_Task instructions_.
Repeat every entry word for word; omit all pictures.

_Records to use_.
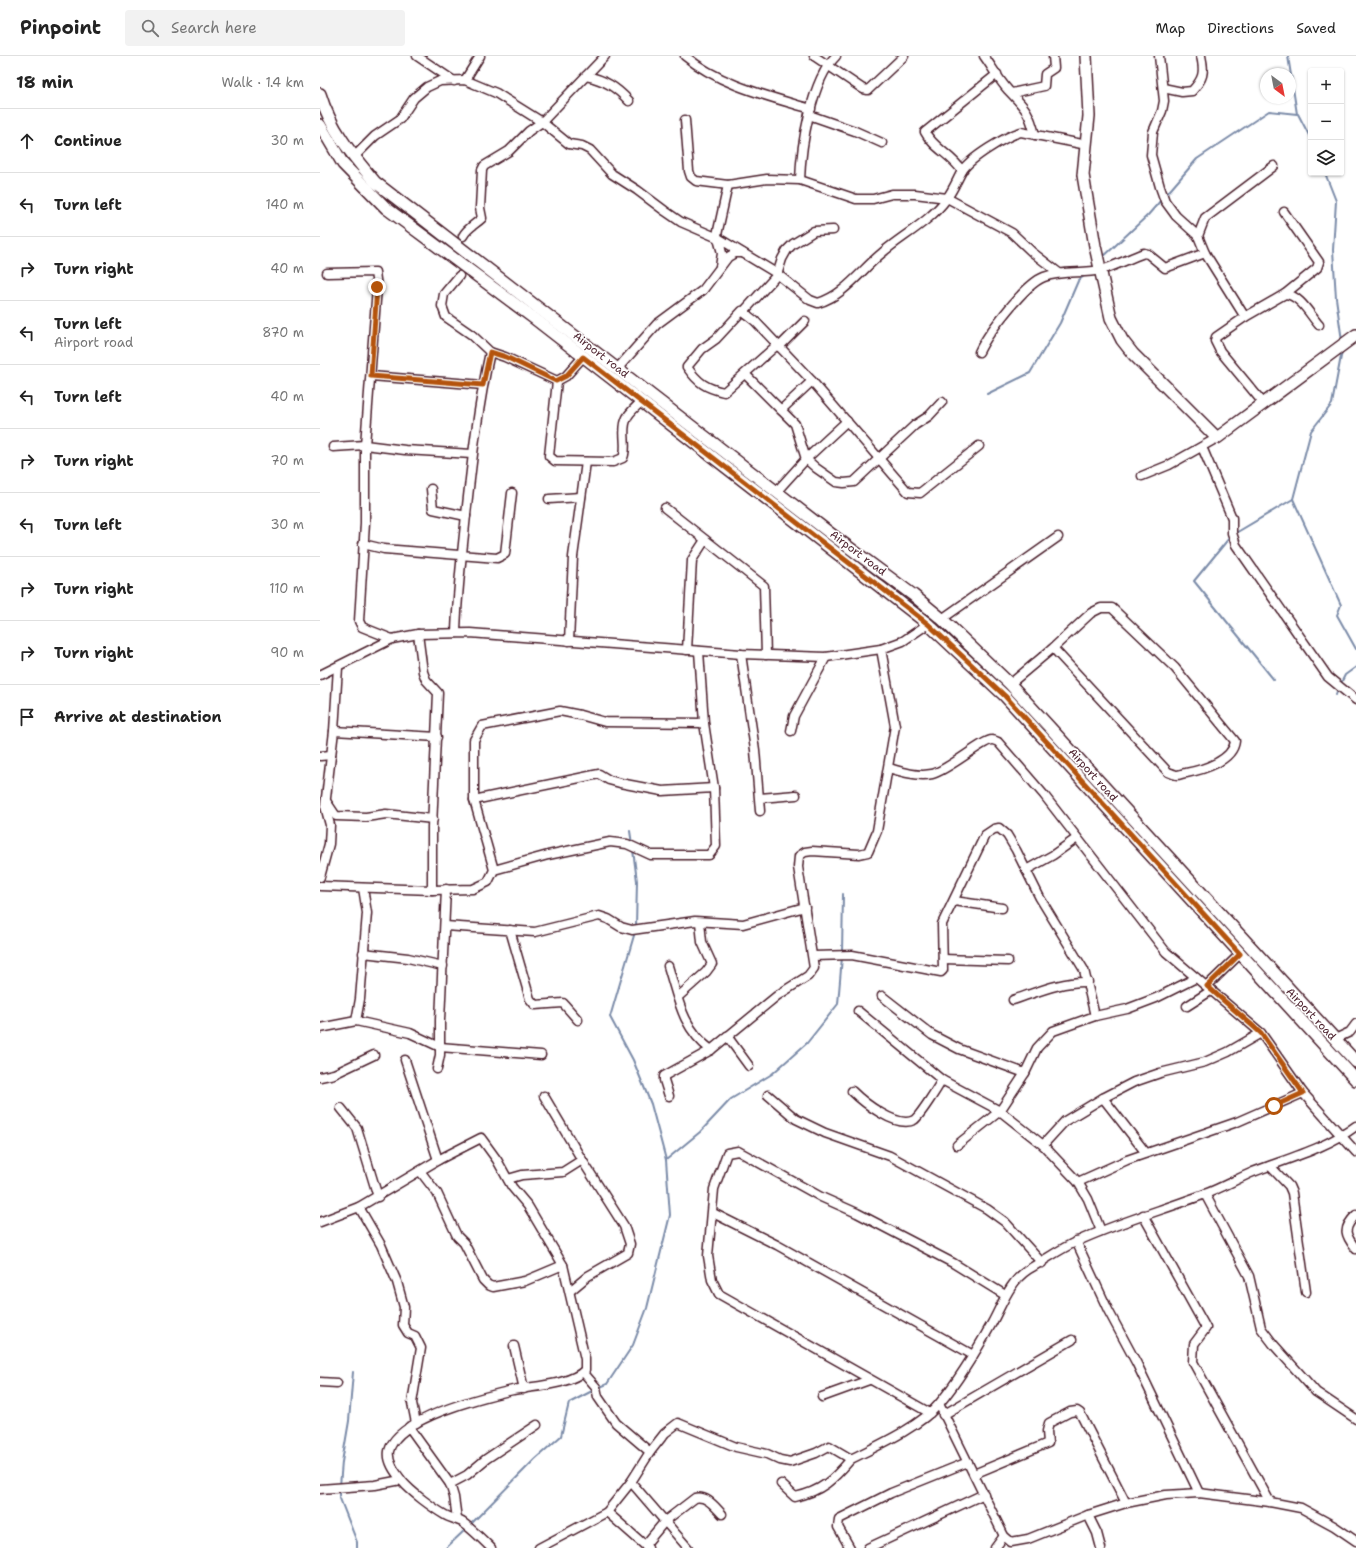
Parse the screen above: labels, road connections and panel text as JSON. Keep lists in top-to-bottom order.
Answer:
{
  "streets": {
    "main road": ["Airport road"]
  },
  "north": "bottom right",
  "page": {
    "header": "Pinpoint",
    "search": "Search here",
    "nav": ["Map", "Directions", "Saved"],
    "heading": ["18 min", "Walk · 1.4 km"],
    "map_buttons": ["+", "−"],
    "list": [
      ["Continue", "30 m"],
      ["Turn left", "140 m"],
      ["Turn right", "40 m"],
      ["Turn left", "Airport road", "870 m"],
      ["Turn left", "40 m"],
      ["Turn right", "70 m"],
      ["Turn left", "30 m"],
      ["Turn right", "110 m"],
      ["Turn right", "90 m"],
      "Arrive at destination"
    ]
  }
}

_Completed task_.
Parse the screen above: labels, road connections and panel text as JSON. Keep lists in top-to-bottom order.
Answer:
{
  "streets": {
    "main road": ["Airport road"]
  },
  "north": "bottom right",
  "page": {
    "header": "Pinpoint",
    "search": "Search here",
    "nav": ["Map", "Directions", "Saved"],
    "heading": ["18 min", "Walk · 1.4 km"],
    "map_buttons": ["+", "−"],
    "list": [
      ["Continue", "30 m"],
      ["Turn left", "140 m"],
      ["Turn right", "40 m"],
      ["Turn left", "Airport road", "870 m"],
      ["Turn left", "40 m"],
      ["Turn right", "70 m"],
      ["Turn left", "30 m"],
      ["Turn right", "110 m"],
      ["Turn right", "90 m"],
      "Arrive at destination"
    ]
  }
}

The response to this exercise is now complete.